Try it ▸ Count how many lines in the following data hold the word "linecap". Your answer is the number and nothing else.

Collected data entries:
--- START ---

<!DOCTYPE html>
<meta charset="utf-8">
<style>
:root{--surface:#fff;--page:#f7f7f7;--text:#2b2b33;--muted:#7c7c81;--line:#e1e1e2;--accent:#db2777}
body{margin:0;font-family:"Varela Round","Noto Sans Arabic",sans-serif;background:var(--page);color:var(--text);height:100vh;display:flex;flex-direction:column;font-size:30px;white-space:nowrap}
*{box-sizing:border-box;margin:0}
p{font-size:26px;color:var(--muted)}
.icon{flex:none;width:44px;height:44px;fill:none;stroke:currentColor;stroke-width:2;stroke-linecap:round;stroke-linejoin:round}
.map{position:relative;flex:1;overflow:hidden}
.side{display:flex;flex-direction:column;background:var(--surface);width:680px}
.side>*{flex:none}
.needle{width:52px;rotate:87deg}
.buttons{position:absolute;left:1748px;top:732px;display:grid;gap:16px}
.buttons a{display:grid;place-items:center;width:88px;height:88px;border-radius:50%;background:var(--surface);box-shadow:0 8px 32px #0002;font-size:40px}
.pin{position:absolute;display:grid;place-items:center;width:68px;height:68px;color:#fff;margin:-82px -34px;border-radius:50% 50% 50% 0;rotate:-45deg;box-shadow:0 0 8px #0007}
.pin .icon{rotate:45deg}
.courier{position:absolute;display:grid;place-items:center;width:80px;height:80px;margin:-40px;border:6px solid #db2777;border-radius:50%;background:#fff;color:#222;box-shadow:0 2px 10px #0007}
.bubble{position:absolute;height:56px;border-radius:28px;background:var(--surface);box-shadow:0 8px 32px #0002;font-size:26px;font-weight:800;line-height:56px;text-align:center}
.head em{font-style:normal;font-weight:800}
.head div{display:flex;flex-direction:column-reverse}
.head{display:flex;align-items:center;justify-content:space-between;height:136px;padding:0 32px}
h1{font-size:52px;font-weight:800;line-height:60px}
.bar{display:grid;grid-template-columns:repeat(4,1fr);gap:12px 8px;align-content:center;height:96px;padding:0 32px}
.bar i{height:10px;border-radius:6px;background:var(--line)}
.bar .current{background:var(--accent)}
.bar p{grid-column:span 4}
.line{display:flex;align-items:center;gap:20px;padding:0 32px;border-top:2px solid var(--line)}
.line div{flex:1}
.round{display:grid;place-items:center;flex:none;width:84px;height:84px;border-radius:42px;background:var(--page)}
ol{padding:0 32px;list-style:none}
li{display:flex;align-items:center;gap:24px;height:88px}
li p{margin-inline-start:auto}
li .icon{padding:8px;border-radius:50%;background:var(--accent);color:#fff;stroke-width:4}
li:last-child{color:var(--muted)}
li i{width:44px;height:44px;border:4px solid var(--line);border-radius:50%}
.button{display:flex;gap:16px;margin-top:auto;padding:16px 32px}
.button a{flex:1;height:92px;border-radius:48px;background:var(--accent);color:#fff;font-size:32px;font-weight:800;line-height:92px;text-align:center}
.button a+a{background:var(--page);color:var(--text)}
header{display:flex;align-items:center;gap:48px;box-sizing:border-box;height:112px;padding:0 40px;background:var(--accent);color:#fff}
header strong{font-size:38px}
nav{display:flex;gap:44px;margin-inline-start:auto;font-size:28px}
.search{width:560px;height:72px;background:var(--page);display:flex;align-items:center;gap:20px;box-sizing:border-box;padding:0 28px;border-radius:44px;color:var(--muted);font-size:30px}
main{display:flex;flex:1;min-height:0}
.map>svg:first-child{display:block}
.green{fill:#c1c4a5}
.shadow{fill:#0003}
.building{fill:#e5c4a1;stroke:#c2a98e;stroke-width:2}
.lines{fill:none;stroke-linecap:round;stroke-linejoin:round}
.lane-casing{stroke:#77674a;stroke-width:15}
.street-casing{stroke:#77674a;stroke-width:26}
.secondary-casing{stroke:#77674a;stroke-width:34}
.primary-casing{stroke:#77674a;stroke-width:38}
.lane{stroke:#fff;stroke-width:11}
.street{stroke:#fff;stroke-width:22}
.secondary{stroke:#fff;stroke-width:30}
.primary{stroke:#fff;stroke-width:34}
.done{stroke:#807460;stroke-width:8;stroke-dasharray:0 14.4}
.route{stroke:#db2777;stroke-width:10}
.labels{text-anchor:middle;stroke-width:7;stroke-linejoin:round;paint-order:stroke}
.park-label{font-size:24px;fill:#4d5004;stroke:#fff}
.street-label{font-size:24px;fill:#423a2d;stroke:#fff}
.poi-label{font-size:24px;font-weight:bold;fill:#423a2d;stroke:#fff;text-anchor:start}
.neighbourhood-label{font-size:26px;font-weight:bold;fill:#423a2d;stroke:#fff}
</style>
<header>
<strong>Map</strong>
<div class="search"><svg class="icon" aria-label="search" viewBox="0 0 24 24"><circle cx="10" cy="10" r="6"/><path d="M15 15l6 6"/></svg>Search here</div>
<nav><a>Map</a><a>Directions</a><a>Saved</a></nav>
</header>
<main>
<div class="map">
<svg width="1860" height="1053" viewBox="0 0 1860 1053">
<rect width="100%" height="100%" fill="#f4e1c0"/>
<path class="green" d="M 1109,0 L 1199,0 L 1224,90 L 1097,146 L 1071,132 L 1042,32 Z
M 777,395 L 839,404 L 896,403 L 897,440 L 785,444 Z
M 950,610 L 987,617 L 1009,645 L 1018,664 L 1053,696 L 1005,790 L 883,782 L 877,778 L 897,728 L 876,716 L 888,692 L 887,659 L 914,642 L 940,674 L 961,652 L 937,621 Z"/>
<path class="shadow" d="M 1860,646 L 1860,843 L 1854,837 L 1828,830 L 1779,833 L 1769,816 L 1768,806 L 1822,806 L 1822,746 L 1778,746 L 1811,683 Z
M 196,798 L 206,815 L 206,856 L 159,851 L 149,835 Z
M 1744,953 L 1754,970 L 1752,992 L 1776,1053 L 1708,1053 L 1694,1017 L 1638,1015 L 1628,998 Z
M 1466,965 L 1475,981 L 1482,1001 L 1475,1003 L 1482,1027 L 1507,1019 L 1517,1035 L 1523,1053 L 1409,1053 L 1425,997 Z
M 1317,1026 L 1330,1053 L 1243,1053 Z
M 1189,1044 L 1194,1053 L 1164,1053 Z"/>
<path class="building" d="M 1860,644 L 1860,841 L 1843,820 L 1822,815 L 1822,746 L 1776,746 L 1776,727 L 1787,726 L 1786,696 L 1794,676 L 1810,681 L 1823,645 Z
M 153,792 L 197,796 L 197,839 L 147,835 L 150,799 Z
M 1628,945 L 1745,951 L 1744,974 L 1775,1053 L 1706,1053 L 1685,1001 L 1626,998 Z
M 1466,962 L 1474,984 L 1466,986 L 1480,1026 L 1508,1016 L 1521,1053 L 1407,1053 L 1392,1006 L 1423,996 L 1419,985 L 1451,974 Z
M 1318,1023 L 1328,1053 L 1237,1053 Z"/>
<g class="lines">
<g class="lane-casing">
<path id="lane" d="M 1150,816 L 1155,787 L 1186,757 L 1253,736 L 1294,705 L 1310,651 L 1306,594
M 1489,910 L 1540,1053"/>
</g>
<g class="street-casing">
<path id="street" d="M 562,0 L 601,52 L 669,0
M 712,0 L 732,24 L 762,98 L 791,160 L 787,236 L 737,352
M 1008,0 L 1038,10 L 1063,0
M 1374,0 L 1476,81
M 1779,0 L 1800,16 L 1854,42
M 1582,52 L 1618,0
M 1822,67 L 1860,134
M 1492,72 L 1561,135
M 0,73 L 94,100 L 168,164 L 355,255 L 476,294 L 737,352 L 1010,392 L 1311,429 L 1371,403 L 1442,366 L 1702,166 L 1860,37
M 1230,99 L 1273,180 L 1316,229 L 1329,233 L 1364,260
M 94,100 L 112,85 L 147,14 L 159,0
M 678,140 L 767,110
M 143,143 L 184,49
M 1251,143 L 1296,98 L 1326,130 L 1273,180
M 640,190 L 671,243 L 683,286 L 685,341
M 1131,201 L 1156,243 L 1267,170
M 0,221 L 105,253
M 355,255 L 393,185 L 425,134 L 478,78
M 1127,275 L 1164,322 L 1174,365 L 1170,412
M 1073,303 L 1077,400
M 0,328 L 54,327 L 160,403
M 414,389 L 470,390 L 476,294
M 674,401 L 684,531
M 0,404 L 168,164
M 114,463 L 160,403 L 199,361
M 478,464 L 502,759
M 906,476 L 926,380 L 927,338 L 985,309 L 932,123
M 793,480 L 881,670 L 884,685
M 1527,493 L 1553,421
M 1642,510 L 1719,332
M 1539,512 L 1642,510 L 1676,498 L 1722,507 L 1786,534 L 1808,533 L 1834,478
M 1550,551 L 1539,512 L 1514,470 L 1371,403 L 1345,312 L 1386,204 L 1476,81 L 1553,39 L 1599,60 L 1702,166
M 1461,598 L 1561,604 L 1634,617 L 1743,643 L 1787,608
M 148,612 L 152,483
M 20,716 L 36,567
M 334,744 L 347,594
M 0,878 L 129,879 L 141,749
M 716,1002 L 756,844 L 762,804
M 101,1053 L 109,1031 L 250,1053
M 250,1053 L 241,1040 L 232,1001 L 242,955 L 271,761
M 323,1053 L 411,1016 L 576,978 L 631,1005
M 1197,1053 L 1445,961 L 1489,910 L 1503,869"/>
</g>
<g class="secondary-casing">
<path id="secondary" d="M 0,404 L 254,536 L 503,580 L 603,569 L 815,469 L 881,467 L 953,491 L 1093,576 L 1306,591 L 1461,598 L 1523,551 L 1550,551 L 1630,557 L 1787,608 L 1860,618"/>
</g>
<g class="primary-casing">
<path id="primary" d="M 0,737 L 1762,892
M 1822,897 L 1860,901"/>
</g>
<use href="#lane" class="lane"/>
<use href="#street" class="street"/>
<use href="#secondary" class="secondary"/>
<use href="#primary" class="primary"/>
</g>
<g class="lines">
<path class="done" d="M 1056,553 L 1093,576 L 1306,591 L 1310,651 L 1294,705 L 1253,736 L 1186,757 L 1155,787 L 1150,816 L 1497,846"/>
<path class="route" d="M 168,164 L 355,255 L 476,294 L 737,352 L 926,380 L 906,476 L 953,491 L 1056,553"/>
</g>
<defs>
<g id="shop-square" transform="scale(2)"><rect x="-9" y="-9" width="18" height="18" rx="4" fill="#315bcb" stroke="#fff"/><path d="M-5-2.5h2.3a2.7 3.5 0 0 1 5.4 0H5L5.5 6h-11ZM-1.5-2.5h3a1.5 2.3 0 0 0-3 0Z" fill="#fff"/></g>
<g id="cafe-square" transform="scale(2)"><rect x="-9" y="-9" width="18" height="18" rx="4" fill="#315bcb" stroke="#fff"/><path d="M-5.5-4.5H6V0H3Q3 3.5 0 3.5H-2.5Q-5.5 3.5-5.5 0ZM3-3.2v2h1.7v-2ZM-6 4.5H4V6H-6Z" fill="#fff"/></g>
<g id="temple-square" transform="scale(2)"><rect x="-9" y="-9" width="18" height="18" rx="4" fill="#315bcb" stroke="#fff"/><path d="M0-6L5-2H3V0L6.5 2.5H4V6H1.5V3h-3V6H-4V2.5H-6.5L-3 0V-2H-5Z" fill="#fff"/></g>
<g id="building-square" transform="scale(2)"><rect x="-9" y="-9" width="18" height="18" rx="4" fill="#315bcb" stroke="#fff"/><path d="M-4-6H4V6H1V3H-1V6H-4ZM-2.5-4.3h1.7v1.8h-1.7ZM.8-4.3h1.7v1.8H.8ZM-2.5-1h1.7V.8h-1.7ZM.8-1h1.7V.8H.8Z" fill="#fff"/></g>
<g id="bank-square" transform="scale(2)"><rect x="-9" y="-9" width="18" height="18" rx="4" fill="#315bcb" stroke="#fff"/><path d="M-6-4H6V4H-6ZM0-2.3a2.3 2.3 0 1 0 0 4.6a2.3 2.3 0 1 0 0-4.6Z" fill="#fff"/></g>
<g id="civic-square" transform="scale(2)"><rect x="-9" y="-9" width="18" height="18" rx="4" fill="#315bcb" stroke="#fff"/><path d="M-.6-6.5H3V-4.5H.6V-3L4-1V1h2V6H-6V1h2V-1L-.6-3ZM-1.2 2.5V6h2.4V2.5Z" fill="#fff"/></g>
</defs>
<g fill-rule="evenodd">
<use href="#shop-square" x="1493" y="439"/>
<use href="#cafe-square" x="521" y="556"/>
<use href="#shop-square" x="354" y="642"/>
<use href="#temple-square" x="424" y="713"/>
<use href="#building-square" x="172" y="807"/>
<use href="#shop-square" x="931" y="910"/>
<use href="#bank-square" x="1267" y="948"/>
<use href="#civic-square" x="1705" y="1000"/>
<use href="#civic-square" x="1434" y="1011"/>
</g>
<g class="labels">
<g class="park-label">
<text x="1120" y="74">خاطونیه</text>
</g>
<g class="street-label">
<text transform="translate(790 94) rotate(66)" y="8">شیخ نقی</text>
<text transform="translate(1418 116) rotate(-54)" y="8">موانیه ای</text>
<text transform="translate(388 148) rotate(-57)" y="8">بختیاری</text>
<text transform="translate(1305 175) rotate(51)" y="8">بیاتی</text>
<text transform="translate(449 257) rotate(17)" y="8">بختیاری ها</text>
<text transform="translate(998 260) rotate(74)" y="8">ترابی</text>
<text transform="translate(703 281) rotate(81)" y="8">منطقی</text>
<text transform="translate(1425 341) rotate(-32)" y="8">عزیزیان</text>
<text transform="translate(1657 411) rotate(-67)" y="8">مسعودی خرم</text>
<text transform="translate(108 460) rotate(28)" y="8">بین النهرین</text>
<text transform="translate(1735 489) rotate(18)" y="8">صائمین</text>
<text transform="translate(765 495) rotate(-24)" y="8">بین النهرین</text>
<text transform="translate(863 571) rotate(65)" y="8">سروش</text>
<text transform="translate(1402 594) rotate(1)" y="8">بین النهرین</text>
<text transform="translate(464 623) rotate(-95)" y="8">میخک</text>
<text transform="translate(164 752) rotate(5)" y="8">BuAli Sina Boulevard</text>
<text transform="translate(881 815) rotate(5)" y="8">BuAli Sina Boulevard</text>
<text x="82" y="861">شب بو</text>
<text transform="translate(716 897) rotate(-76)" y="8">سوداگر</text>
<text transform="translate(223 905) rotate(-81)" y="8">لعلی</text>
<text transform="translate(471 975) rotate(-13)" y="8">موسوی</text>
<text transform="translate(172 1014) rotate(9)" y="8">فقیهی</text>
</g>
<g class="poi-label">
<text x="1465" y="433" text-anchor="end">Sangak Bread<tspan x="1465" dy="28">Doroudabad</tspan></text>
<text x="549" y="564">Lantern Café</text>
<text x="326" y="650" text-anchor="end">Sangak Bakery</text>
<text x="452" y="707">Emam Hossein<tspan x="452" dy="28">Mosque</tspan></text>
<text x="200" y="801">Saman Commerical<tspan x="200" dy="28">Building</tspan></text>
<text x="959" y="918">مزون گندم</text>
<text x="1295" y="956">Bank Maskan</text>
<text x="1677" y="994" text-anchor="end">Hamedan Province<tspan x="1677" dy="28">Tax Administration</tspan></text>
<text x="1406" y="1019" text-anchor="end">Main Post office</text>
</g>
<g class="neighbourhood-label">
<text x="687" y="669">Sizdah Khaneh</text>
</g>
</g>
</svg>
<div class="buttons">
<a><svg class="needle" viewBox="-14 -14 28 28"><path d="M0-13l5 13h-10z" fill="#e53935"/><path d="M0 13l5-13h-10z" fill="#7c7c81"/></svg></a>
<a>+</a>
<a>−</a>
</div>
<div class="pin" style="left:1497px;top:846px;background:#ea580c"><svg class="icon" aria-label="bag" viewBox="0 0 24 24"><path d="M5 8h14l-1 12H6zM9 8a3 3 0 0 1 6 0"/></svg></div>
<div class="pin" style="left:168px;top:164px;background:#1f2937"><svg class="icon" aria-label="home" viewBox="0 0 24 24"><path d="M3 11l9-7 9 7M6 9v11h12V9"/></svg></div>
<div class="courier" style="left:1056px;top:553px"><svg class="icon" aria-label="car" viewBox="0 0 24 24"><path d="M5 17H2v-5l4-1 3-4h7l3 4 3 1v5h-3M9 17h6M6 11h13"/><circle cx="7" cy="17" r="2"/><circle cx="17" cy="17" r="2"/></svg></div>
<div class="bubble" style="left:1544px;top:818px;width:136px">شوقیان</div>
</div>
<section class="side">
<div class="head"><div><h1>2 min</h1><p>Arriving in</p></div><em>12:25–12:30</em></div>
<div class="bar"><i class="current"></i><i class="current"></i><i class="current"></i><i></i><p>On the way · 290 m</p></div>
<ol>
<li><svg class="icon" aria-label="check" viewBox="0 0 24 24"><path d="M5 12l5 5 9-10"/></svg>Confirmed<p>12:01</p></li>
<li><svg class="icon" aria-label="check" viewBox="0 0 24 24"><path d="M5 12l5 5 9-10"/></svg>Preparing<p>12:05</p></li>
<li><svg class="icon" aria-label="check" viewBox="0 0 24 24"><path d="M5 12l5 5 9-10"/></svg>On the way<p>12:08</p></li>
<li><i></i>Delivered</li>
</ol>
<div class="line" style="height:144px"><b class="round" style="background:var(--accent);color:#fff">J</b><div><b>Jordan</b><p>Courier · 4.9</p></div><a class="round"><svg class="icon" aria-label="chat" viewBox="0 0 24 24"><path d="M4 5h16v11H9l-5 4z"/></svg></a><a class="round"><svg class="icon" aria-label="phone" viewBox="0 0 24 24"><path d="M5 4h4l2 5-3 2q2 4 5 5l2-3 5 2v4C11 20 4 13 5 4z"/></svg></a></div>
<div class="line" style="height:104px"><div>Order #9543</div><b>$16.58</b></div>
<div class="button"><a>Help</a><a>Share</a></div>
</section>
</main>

--- END ---

Response below ▸ 2